--- Task requirements ---
The word "Mara" marks the lines to report; pull each of them from the listing.

--- Source records ---
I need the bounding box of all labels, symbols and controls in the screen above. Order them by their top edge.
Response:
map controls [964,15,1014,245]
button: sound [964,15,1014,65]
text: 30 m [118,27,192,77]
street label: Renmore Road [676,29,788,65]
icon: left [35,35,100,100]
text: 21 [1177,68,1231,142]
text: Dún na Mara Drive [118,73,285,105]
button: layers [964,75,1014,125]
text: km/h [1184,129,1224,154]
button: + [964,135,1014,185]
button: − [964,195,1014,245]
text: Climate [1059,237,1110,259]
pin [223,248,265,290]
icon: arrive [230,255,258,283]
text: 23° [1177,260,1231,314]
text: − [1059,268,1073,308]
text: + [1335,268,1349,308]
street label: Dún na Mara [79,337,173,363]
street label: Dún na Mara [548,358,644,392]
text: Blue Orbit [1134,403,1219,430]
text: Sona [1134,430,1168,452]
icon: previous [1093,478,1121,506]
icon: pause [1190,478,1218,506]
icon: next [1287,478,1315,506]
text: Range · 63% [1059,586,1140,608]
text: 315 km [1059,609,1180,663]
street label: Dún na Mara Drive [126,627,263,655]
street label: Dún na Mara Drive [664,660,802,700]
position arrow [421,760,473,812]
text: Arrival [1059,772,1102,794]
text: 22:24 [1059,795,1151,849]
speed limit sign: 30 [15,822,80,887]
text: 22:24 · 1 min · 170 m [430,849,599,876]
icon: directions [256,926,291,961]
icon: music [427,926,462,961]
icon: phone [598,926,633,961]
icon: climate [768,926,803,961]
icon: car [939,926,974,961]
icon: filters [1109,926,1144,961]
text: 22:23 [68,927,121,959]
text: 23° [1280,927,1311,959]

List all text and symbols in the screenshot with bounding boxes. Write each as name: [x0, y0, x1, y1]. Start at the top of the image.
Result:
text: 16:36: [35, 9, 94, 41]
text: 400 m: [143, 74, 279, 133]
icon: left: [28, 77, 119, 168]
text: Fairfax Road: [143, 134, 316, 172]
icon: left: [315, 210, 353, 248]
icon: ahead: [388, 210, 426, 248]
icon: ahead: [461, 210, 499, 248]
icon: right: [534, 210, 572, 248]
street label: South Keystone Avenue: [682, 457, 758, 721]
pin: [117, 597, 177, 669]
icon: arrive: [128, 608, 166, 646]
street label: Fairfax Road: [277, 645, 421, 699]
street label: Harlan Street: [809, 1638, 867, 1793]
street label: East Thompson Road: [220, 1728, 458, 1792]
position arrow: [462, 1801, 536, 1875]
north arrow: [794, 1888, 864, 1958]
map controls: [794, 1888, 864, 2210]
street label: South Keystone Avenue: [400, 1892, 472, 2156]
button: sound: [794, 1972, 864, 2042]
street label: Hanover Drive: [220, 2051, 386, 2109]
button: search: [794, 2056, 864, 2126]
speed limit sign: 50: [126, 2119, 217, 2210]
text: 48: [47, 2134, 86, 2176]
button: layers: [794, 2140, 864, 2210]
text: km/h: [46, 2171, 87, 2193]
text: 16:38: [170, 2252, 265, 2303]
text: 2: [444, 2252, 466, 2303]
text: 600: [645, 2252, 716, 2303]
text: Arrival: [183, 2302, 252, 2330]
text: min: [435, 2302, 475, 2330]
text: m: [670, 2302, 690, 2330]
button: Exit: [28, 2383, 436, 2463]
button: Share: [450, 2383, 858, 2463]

--- Answer space ---
text: Dún na Mara Drive [118,73,285,105]
street label: Dún na Mara [79,337,173,363]
street label: Dún na Mara [548,358,644,392]
street label: Dún na Mara Drive [126,627,263,655]
street label: Dún na Mara Drive [664,660,802,700]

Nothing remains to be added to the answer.